The uncertainty over the UK’s future relationship with the European Union has also weighed on the housing market, as negotiations over a trade deal have stalled and tensions have risen over the implementation of the Northern Ireland protocol.
Robert Gardner, Nationwide’s chief economist, said that the outlook for the housing market remains challenging in the near term. He said that house prices are likely to continue to fall in the coming months, as demand weakens and supply increases. He added that the pace and extent of the decline will depend on how quickly interest rates and inflation stabilise, and how the UK-EU relationship evolves.
However, Gardner also noted that there are some positive factors that could support the housing market in the longer run. He said that the UK economy is expected to recover from the pandemic-induced recession, as vaccination rates remain high and Covid-19 restrictions ease. He also said that the underlying demand for housing remains strong, as household formation continues to outstrip supply, and people’s preferences for more space and home working persist.
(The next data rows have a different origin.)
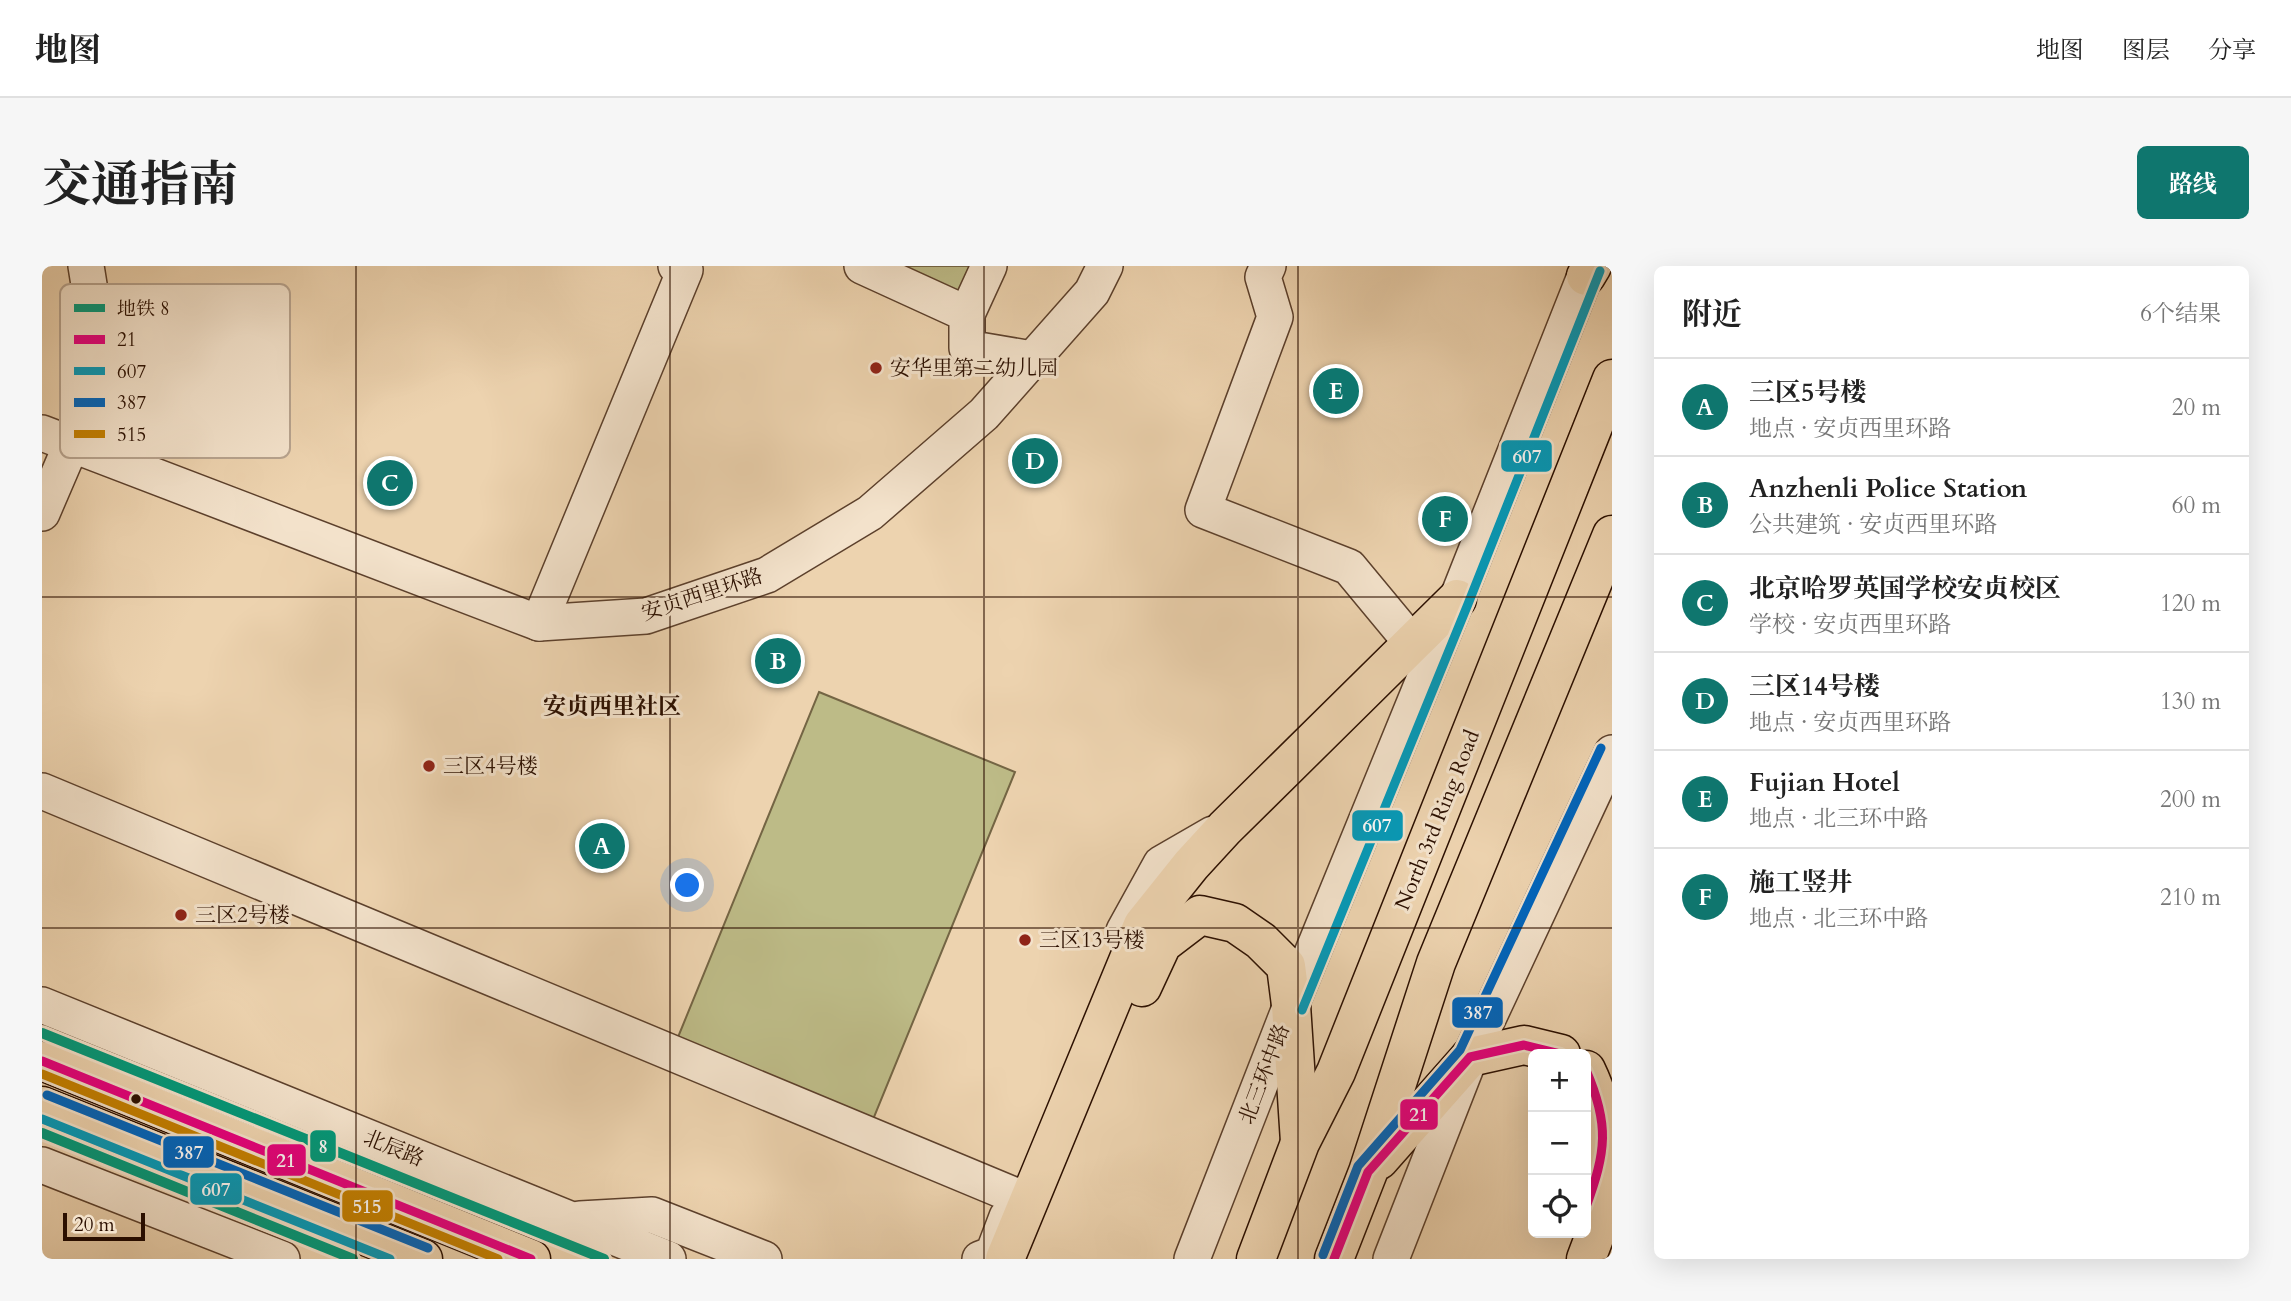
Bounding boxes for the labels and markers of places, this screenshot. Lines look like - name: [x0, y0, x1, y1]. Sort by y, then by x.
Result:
- place label: 安华里第二幼儿园: [890, 354, 1058, 383]
- marker: 安华里第二幼儿园: [868, 360, 884, 376]
- pin: E: [1313, 365, 1359, 417]
- pin: D: [1012, 435, 1058, 487]
- pin: C: [367, 457, 413, 509]
- pin: F: [1422, 493, 1468, 545]
- pin: B: [755, 635, 801, 687]
- place label: 三区4号楼: [443, 752, 538, 781]
- marker: 三区4号楼: [421, 758, 437, 774]
- pin: A: [579, 820, 625, 872]
- place label: 三区2号楼: [195, 901, 290, 930]
- marker: 三区2号楼: [173, 907, 189, 923]
- place label: 三区13号楼: [1039, 926, 1145, 955]
- marker: 三区13号楼: [1017, 932, 1033, 948]
- unlabelled marker: [129, 1092, 143, 1106]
Some analysts have also suggested that the current downturn in house prices could be a temporary correction rather than a crash. They argue that house prices had become overvalued during the pandemic boom, and that a moderate adjustment is necessary to restore affordability and balance in the market. They also point out that house prices are still higher than they were two years ago, before the pandemic hit.
The Office for Budget Responsibility, which advises the government on the health of the economy, has predicted that house prices will drop by 10% over the next two years. That would be about half the fall of the financial crisis of 2008 and would put prices back to autumn 2021 levels. But it also warned that predictions are very uncertain, and that further sharp rises in interest rates could trigger even steeper falls in house prices.